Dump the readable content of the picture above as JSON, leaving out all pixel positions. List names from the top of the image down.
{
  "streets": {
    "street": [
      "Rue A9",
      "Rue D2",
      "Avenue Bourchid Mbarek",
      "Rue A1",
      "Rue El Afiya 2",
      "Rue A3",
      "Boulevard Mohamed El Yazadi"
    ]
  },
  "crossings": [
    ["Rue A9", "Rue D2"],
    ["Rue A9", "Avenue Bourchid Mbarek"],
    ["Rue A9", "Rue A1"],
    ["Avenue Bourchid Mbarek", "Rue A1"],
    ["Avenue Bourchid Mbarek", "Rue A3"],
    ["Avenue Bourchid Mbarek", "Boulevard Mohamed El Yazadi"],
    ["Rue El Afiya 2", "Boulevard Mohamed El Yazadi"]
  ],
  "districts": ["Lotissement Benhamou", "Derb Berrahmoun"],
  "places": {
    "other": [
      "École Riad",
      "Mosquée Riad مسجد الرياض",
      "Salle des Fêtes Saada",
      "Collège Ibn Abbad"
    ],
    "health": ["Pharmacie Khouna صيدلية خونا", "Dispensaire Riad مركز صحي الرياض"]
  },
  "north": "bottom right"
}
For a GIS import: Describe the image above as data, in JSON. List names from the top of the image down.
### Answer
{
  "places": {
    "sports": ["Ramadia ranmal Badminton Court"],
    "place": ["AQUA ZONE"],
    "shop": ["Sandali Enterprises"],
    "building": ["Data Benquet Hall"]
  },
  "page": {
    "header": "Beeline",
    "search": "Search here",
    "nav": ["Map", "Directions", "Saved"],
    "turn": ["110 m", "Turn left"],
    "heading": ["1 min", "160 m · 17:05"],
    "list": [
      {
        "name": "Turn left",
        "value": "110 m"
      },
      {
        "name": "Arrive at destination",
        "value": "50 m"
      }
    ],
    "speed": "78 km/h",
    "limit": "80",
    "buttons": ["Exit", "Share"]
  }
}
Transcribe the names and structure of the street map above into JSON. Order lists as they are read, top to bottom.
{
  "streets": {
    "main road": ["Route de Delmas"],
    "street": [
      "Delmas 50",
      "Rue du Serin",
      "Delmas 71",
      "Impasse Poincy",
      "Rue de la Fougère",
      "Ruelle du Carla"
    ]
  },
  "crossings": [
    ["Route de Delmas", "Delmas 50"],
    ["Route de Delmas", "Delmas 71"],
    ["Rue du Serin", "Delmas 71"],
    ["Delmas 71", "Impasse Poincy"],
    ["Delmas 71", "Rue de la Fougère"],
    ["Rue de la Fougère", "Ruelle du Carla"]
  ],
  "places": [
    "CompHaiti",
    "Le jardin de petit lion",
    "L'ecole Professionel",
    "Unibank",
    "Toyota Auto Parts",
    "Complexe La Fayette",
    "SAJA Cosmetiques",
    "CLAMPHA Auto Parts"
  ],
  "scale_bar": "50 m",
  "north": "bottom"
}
________________________
How to complete this task → For every line of the records above that holds the word "الرياض", count one, and state the total only.

Finished exercise → 2